OK, maybe the analogy to this use of the placebo effect isn't perfect. But I hear it from adults all the time. 'The doctor saw me but he didn't even examine me.' I hear it from my mother.

I believe there is something important in gentle physical touch. During a physical examination, the touch isn't as a friend, and sometimes elicits pain. But the touch of the doctor's hands is more than a one-way data cable from patient to doctor, providing resources to the diagnostic algorithm. The patient is getting information, too. The patient's information is not examined in Every Patient Tells a Story. I suspect some of the information is about the caring of the physician. But the deliberation of the touch, how unhurried it is, how focused it is on finding out just where it hurts are all things that I suspect every patient perceives. And patients value this as well.

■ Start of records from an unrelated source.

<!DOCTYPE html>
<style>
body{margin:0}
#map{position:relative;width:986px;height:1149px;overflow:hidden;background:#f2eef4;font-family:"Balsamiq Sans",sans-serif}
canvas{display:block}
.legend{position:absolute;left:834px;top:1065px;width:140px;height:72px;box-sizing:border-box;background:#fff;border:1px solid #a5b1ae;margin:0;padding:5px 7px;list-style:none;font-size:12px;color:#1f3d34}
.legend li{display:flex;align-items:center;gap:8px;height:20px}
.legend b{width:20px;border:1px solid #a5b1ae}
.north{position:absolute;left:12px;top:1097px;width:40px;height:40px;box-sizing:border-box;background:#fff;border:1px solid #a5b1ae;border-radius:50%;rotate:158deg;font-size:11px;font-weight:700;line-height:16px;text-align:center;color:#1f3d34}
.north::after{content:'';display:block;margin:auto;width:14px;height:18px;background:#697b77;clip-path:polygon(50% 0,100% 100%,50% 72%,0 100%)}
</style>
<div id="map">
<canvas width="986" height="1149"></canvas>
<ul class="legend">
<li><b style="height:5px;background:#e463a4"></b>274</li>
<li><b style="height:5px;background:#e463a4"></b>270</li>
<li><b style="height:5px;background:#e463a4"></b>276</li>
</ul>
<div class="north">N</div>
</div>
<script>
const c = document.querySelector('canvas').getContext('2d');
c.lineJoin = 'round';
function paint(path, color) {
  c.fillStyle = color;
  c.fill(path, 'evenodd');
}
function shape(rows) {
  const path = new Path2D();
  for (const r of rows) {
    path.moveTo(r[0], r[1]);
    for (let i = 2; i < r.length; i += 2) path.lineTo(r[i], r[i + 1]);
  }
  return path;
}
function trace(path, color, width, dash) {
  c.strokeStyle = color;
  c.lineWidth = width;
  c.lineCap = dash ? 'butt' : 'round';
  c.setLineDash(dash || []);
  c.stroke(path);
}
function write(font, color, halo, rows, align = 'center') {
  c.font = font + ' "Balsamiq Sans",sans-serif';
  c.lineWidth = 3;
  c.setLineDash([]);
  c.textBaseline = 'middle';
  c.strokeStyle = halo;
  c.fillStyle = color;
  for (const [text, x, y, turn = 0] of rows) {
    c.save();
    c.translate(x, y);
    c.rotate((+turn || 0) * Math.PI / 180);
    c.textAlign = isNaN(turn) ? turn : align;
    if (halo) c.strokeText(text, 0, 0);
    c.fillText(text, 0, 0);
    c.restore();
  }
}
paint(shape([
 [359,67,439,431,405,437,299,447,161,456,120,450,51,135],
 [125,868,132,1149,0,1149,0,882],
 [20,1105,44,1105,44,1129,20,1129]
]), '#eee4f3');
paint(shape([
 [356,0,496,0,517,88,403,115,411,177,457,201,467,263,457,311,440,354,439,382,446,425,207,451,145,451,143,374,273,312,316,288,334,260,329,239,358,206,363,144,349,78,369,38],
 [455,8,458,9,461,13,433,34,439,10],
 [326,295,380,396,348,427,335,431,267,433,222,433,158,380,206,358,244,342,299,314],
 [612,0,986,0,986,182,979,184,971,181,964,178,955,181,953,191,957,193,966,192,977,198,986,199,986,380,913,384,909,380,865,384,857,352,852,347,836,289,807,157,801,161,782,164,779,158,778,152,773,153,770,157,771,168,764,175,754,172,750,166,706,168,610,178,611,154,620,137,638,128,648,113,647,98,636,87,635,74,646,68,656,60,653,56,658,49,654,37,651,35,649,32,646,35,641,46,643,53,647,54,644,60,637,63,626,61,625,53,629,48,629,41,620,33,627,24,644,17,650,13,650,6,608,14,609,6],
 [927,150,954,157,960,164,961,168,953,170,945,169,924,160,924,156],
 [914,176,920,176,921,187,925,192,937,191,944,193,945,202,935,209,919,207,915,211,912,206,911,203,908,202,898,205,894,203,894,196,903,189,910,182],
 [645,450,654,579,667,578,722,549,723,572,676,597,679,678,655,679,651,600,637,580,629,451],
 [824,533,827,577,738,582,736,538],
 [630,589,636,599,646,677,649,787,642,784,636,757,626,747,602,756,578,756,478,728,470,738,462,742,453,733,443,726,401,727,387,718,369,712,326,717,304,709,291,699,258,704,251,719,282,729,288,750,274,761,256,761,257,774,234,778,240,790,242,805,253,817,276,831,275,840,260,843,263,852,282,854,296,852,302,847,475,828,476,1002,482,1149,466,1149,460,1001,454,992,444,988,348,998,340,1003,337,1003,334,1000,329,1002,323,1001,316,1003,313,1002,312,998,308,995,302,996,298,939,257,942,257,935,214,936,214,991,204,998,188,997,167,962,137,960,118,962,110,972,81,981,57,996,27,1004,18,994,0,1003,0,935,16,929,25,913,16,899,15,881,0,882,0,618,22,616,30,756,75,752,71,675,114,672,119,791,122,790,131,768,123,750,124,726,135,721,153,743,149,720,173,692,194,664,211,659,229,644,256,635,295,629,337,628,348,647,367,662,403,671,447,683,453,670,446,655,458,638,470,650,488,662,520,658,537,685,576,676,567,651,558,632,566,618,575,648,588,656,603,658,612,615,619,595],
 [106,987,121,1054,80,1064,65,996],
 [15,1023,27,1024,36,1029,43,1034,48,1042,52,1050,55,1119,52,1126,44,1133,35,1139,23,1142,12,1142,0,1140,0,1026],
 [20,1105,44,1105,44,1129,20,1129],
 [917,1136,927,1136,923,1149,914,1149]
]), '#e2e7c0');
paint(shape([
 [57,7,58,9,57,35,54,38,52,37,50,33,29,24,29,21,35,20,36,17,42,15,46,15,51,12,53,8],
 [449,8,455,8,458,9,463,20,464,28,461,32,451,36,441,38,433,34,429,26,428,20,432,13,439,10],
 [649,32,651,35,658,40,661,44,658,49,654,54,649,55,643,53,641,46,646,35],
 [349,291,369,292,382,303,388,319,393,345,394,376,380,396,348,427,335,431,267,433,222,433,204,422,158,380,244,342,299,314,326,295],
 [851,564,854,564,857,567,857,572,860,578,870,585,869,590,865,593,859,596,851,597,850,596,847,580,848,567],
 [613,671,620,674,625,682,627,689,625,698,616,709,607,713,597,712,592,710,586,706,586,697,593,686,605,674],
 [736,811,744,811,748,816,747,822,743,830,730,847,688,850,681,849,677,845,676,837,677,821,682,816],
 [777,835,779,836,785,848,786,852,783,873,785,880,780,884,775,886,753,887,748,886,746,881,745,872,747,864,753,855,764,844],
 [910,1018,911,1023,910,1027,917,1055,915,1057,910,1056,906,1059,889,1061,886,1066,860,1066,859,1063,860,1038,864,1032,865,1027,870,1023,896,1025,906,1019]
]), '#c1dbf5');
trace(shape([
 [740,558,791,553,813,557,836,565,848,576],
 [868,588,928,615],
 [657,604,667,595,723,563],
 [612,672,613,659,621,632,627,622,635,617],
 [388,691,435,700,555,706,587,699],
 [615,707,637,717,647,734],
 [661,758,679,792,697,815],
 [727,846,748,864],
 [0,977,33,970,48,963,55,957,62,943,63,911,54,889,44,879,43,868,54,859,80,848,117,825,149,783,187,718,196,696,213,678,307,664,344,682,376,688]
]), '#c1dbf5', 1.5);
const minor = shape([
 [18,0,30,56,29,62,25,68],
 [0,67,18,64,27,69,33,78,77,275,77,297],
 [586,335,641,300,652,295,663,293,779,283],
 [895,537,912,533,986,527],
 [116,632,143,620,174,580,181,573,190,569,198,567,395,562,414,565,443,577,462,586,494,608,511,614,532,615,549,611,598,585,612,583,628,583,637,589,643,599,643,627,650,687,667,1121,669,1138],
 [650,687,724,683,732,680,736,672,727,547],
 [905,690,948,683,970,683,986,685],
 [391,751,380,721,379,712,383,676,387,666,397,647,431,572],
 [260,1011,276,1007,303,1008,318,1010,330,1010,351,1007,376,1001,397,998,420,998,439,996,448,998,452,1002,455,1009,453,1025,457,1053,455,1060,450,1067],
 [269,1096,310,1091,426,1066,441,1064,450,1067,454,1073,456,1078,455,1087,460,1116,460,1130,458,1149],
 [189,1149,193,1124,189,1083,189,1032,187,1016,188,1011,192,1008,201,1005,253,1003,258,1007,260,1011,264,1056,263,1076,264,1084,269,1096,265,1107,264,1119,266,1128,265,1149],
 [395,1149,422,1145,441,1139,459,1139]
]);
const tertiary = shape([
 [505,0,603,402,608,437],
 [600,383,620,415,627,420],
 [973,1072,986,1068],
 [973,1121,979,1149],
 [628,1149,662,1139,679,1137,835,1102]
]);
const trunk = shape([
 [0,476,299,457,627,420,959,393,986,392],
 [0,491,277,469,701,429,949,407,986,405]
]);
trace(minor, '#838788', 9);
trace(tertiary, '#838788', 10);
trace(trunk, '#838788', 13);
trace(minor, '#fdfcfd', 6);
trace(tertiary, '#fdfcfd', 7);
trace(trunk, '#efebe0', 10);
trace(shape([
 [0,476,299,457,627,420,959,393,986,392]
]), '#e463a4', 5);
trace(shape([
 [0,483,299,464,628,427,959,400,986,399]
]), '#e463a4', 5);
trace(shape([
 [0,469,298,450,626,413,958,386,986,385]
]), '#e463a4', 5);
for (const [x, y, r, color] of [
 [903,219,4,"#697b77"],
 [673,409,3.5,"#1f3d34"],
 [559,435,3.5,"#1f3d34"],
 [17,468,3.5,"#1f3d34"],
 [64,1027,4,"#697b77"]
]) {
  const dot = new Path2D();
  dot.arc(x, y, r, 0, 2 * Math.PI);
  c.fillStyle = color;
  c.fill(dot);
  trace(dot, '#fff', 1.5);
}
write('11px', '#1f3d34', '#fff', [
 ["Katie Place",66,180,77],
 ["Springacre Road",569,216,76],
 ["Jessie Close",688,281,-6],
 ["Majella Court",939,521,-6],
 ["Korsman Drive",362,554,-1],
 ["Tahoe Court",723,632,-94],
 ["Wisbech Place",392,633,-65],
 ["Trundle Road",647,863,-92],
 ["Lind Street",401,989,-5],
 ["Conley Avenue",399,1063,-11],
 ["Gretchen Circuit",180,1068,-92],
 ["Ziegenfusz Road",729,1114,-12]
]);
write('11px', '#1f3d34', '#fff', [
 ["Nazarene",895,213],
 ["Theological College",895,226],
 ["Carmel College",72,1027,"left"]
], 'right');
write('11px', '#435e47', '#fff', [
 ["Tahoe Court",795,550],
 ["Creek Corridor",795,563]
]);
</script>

This is more than a placebo effect. Obviously, when we don't feel well, it's good to have somebody available who's a sympathetic and patient listener, a good observer, with a gentle and caring touch. That would make anybody feel better. But I think there's an important feedback loop here that has a real impact on the Story that Every Patient Tells. It's the rapport, the unrushed atmosphere in the exam room, the openness of the examining physician that elicits that story. And hearing that story--listening to that story--can sometimes determine if the patient lives or dies.